This regulation has been published on March 27, 2015 and entered into force on April 16, 2015.

2.

Key information

official title

Regulation (EU) 2015/478 of the European Parliament and of the Council of 11 March 2015 on common rules for imports (codification)
 
Legal instrument Regulation
Number legal act Regulation 2015/478
Original proposal COM(2014)321 EN
CELEX number i 32015R0478

3.

Key dates

Document 11-03-2015
Publication in Official Journal 27-03-2015; OJ L 83 p. 16-33
Effect 16-04-2015; Entry into force Date pub. +20 See Art 27
End of validity 31-12-9999

4.

Legislative text

27.3.2015   

EN

Official Journal of the European Union

L 83/16

 

REGULATION (EU) 2015/478 OF THE EUROPEAN PARLIAMENT AND OF THE COUNCIL

of 11 March 2015

on common rules for imports

(codification)

THE EUROPEAN PARLIAMENT AND THE COUNCIL OF THE EUROPEAN UNION,

Having regard to the Treaty on the Functioning of the European Union, and in particular Article 207(2) thereof,

Having regard to the proposal from the European Commission,

After transmission of the draft legislative act to the national parliaments,

Having regard to the opinion of the European Economic and Social Committee (1),

Acting in accordance with the ordinary legislative procedure (2),

Whereas:

 

(1)

Council Regulation (EC) No 260/2009 (3) has been substantially amended (4). In the interests of clarity and rationality, that Regulation should be codified.

 

(2)

The common commercial policy should be based on uniform principles.

 

(3)

The European Community concluded the Agreement establishing the World Trade Organization (‘WTO’). Annex 1A to that Agreement contains, inter alia, the General Agreement on Tariffs and Trade 1994 (‘GATT 1994’) and an Agreement on Safeguards.

 

(4)

The Agreement on Safeguards meets the need to clarify and reinforce the disciplines of GATT 1994, and specifically those of Article XIX. That Agreement requires the elimination of safeguard measures which escape those rules, such as voluntary export restraints, orderly marketing arrangements and any other similar import or export arrangements.

 

(5)

The Agreement on Safeguards also covers coal and steel products.
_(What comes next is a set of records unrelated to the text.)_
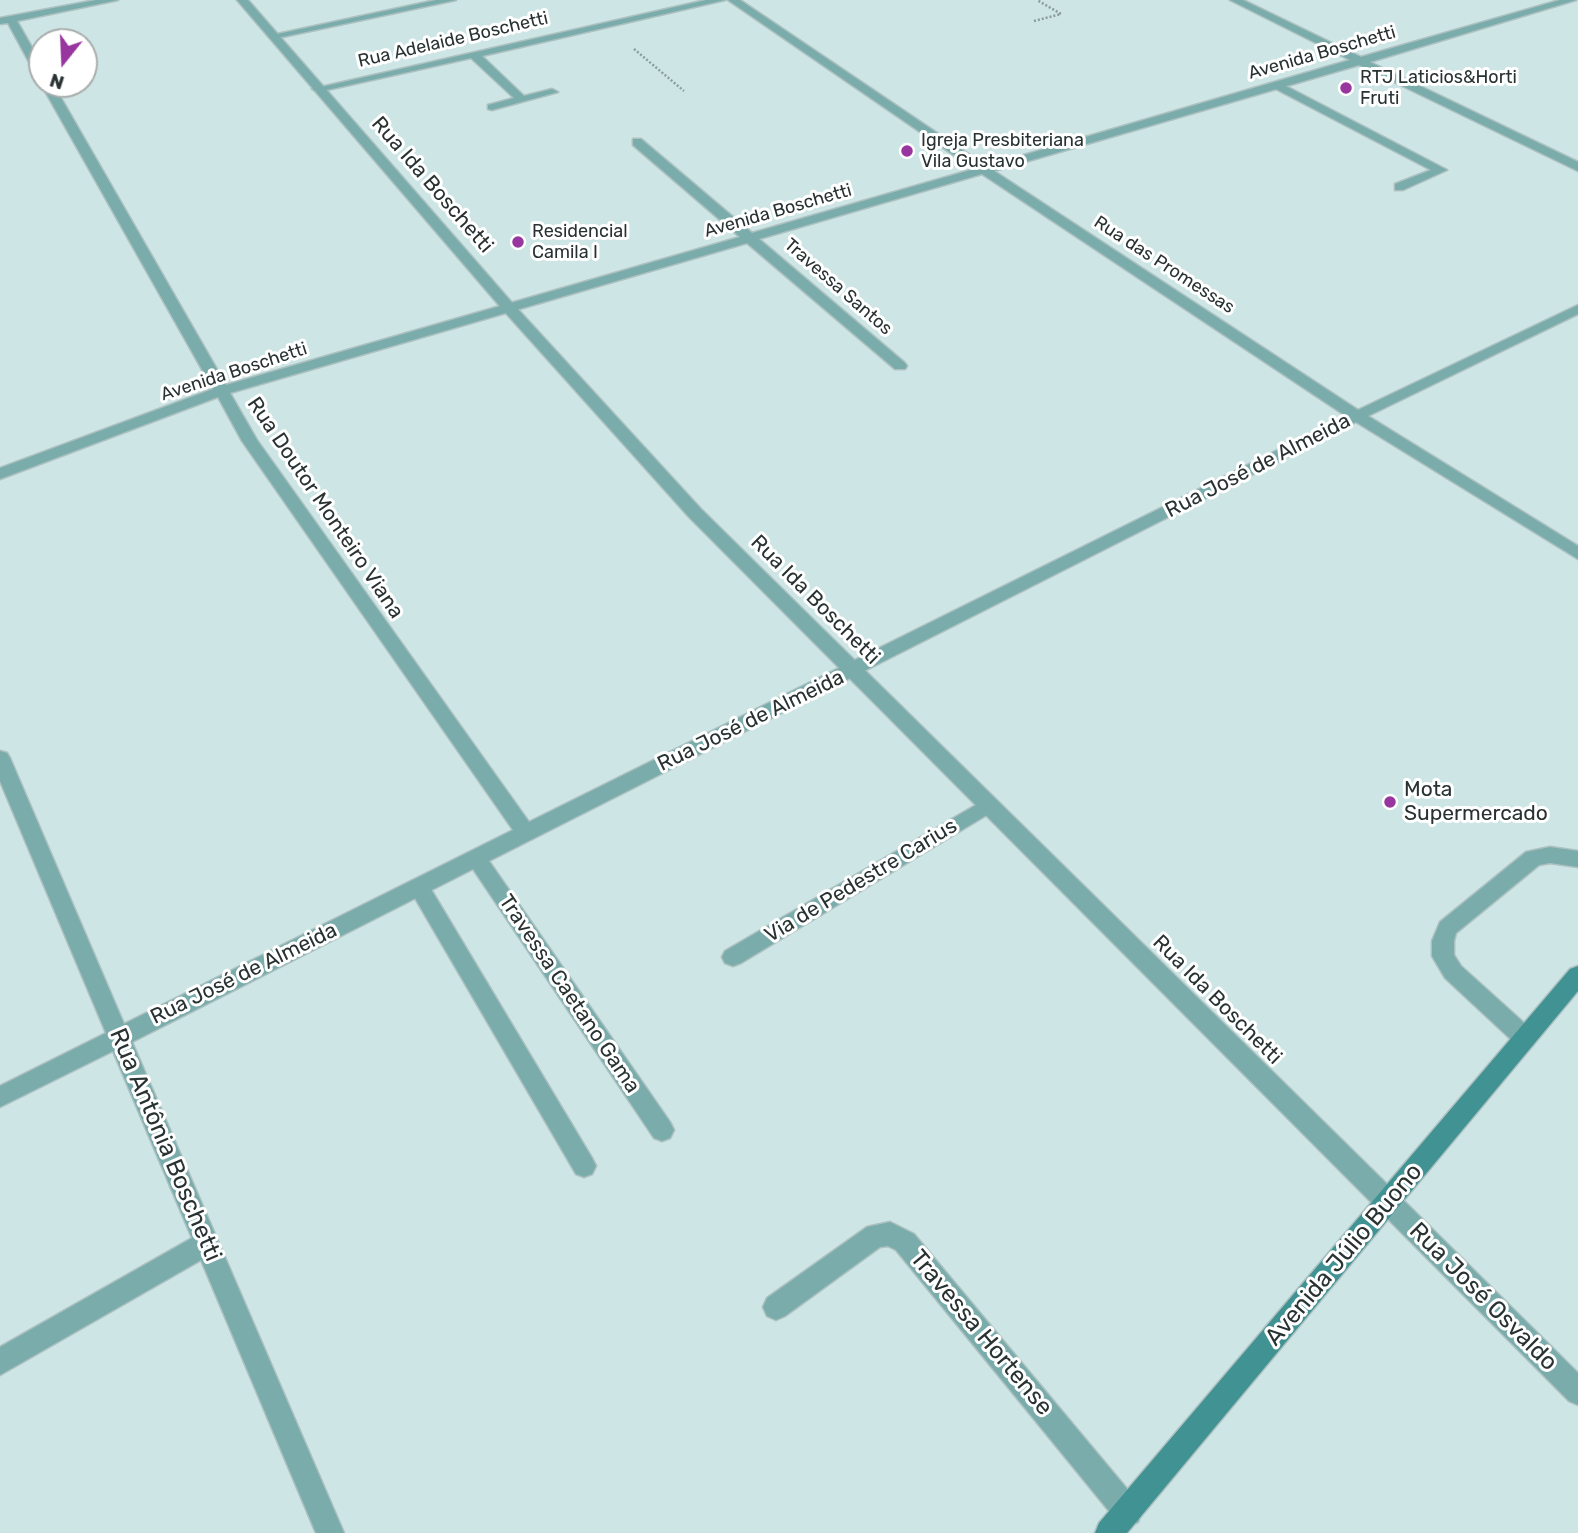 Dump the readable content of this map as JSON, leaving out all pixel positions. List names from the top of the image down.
{
  "streets": {
    "main road": ["Avenida Júlio Buono"],
    "street": [
      "Rua Adelaide Boschetti",
      "Avenida Boschetti",
      "Rua Ida Boschetti",
      "Rua das Promessas",
      "Travessa Santos",
      "Rua José de Almeida",
      "Rua Doutor Monteiro Viana",
      "Via de Pedestre Carius",
      "Travessa Caetano Gama",
      "Rua Antônia Boschetti",
      "Rua José Osvaldo",
      "Travessa Hortense"
    ]
  },
  "crossings": [
    ["Rua Adelaide Boschetti", "Rua Ida Boschetti"],
    ["Avenida Boschetti", "Rua Ida Boschetti"],
    ["Avenida Boschetti", "Rua das Promessas"],
    ["Avenida Boschetti", "Travessa Santos"],
    ["Avenida Boschetti", "Rua Doutor Monteiro Viana"],
    ["Rua Ida Boschetti", "Rua José de Almeida"],
    ["Rua Ida Boschetti", "Via de Pedestre Carius"],
    ["Rua Ida Boschetti", "Avenida Júlio Buono"],
    ["Rua Ida Boschetti", "Rua José Osvaldo"],
    ["Rua das Promessas", "Rua José de Almeida"],
    ["Rua José de Almeida", "Rua Doutor Monteiro Viana"],
    ["Rua José de Almeida", "Travessa Caetano Gama"],
    ["Rua José de Almeida", "Rua Antônia Boschetti"],
    ["Avenida Júlio Buono", "Rua José Osvaldo"],
    ["Avenida Júlio Buono", "Travessa Hortense"]
  ],
  "places": [
    "RTJ Laticios&Horti Fruti",
    "Igreja Presbiteriana Vila Gustavo",
    "Residencial Camila I",
    "Mota Supermercado"
  ],
  "north": "bottom"
}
The common rules for imports, especially as regards safeguard measures, therefore also apply to those products without prejudice to any possible measures to apply an agreement specifically concerning coal and steel products.

 

(6)

The textile products covered by Council Regulation (EC) No 517/94 (5) are subject to special treatment at Union and international level. They should therefore be excluded from the scope of this Regulation.

 

(7)

The Commission should be informed by the Member States of any danger created by trends in imports which might call for Union surveillance or the application of safeguard measures.

 

(8)

In such instances the Commission should examine the terms and conditions under which imports occur, the trend in imports, the various aspects of the economic and trade situations and, where appropriate, the measures to be applied.

 

(9)

If prior Union surveillance is applied, release for free circulation of the products concerned should be made subject to presentation of a surveillance document meeting uniform criteria. That document should, on simple application by the importer, be issued by the authorities of the Member States within a certain period but without the importer thereby acquiring any right to import. The surveillance document should therefore be valid only during such period as the import rules remain unchanged.

 

(10)

The Member States and the Commission should exchange the information resulting from Union surveillance as fully as possible.

 

(11)

It falls to the Commission to adopt the safeguard measures required by the interests of the Union. Those interests should be considered as a whole and should in particular encompass the interests of Union producers, users and consumers.

 

(12)

Safeguard measures against a member of the WTO may be considered only if the product in question is imported into the Union in such greatly increased quantities and on such terms or conditions as to cause, or threaten to cause, serious injury to Union producers of like or directly competing products, unless international obligations permit derogation from...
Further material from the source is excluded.